### Provided records ###
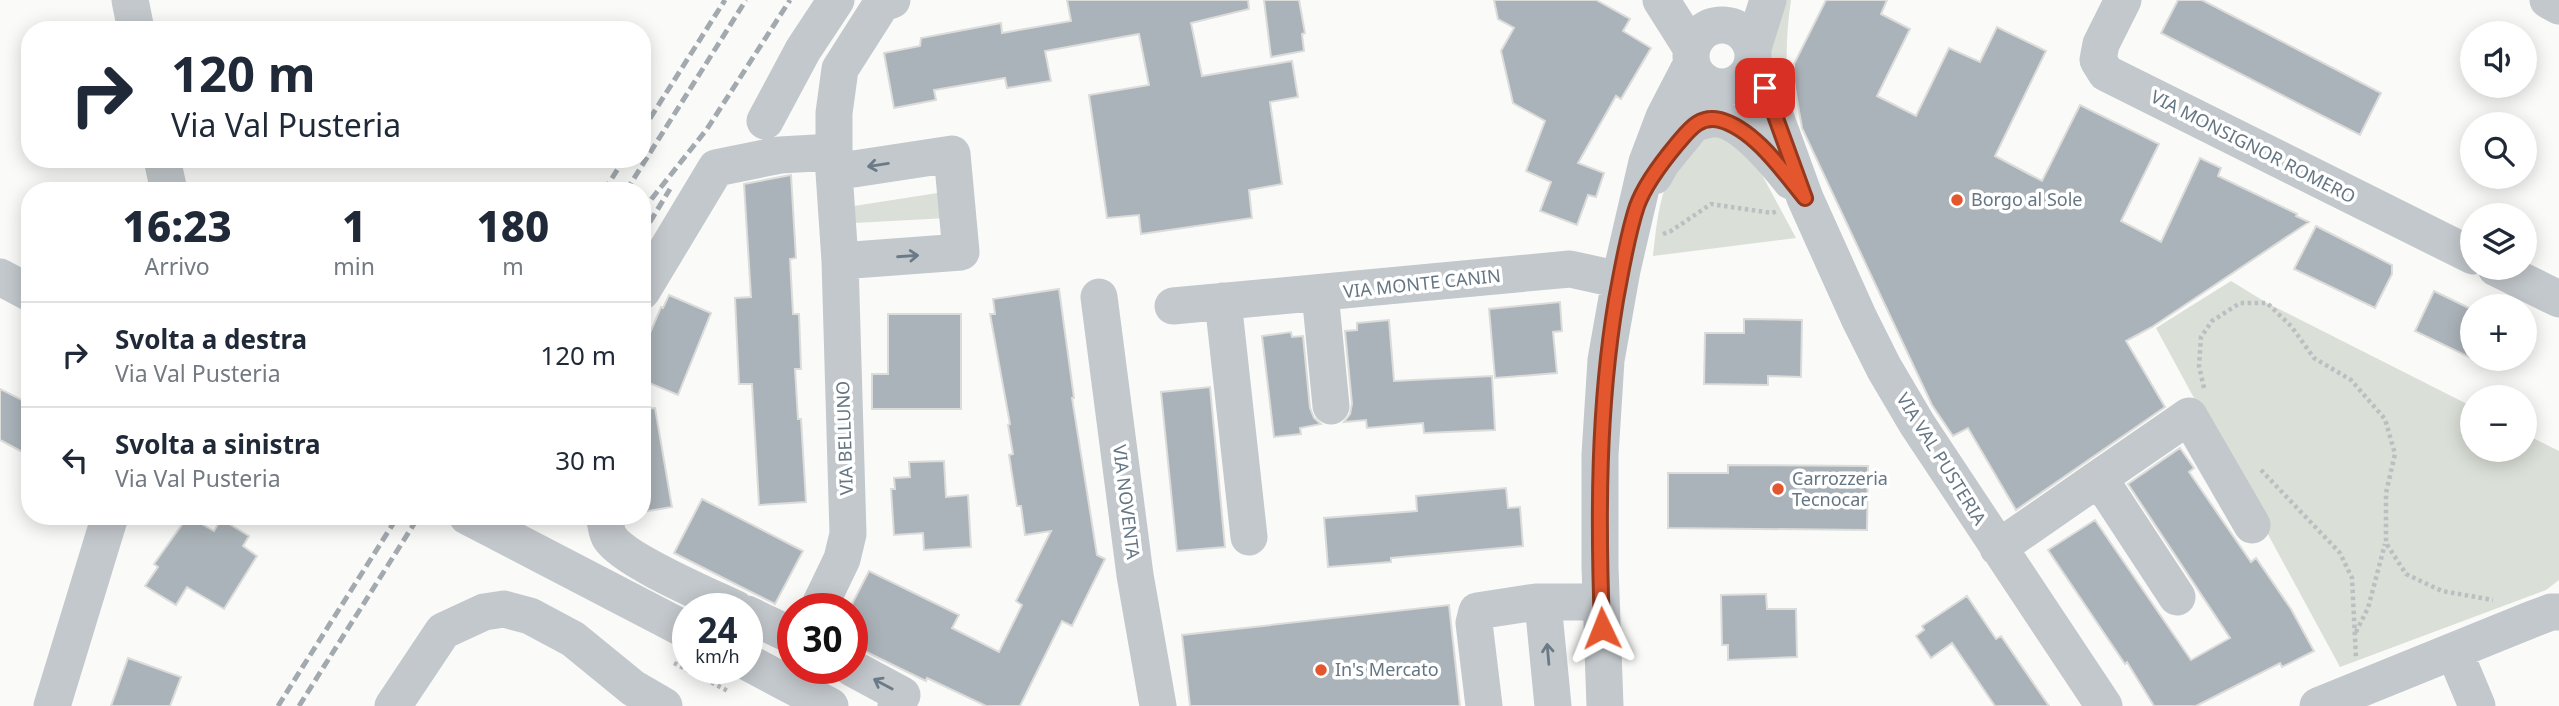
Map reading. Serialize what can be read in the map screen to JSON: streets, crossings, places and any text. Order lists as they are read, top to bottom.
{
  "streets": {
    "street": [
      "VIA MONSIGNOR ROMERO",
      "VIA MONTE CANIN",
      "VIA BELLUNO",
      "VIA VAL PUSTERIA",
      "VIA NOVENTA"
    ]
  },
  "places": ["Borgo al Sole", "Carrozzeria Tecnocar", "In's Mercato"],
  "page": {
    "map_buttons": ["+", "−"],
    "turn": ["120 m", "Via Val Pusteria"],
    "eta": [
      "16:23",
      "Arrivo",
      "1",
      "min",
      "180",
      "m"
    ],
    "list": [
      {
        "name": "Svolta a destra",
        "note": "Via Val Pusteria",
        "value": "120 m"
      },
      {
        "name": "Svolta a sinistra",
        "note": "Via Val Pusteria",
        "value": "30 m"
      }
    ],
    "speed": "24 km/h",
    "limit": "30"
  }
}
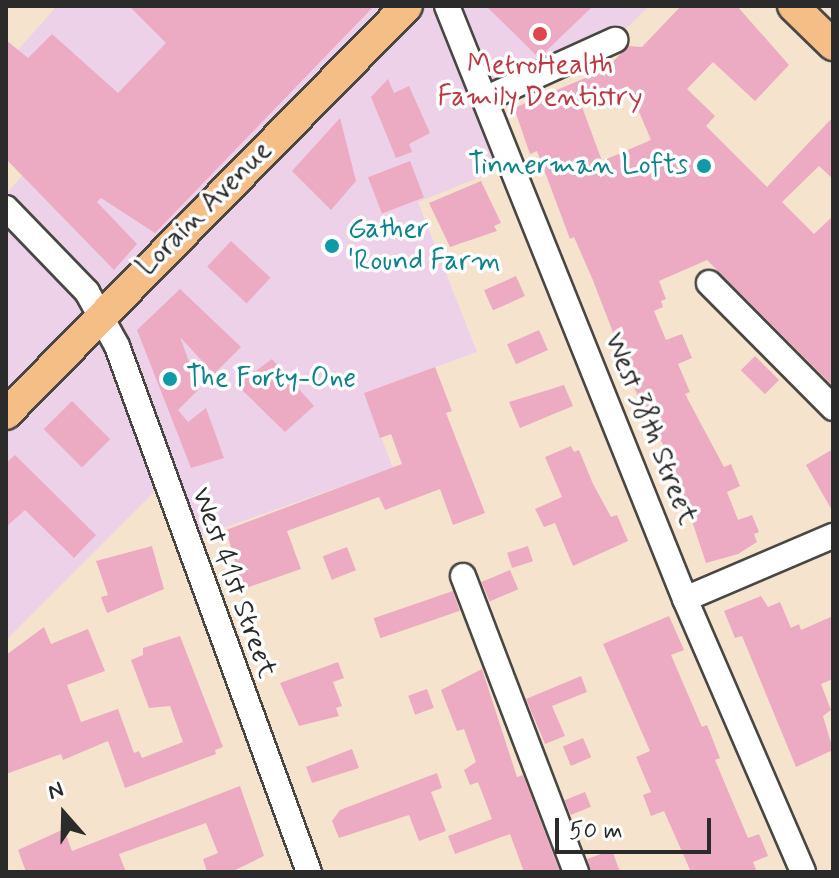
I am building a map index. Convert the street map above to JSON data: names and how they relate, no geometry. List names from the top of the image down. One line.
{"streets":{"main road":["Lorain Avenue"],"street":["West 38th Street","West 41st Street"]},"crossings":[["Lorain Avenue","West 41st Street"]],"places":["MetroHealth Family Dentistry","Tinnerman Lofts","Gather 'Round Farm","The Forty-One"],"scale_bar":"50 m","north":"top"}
###
Take the entries above and set them down exactly, minus the pictures.

Map reading. Serialize what can be read in the map screen to JSON: streets, crossings, places and any text. Order lists as they are read, top to bottom.
{
  "streets": {
    "street": [
      "VIA MONSIGNOR ROMERO",
      "VIA MONTE CANIN",
      "VIA BELLUNO",
      "VIA VAL PUSTERIA",
      "VIA NOVENTA"
    ]
  },
  "places": ["Borgo al Sole", "Carrozzeria Tecnocar", "In's Mercato"],
  "page": {
    "map_buttons": ["+", "−"],
    "turn": ["120 m", "Via Val Pusteria"],
    "eta": [
      "16:23",
      "Arrivo",
      "1",
      "min",
      "180",
      "m"
    ],
    "list": [
      {
        "name": "Svolta a destra",
        "note": "Via Val Pusteria",
        "value": "120 m"
      },
      {
        "name": "Svolta a sinistra",
        "note": "Via Val Pusteria",
        "value": "30 m"
      }
    ],
    "speed": "24 km/h",
    "limit": "30"
  }
}
I am building a map index. Convert the street map above to JSON data: names and how they relate, no geometry. List names from the top of the image down. One line.
{"streets":{"main road":["Lorain Avenue"],"street":["West 38th Street","West 41st Street"]},"crossings":[["Lorain Avenue","West 41st Street"]],"places":["MetroHealth Family Dentistry","Tinnerman Lofts","Gather 'Round Farm","The Forty-One"],"scale_bar":"50 m","north":"top"}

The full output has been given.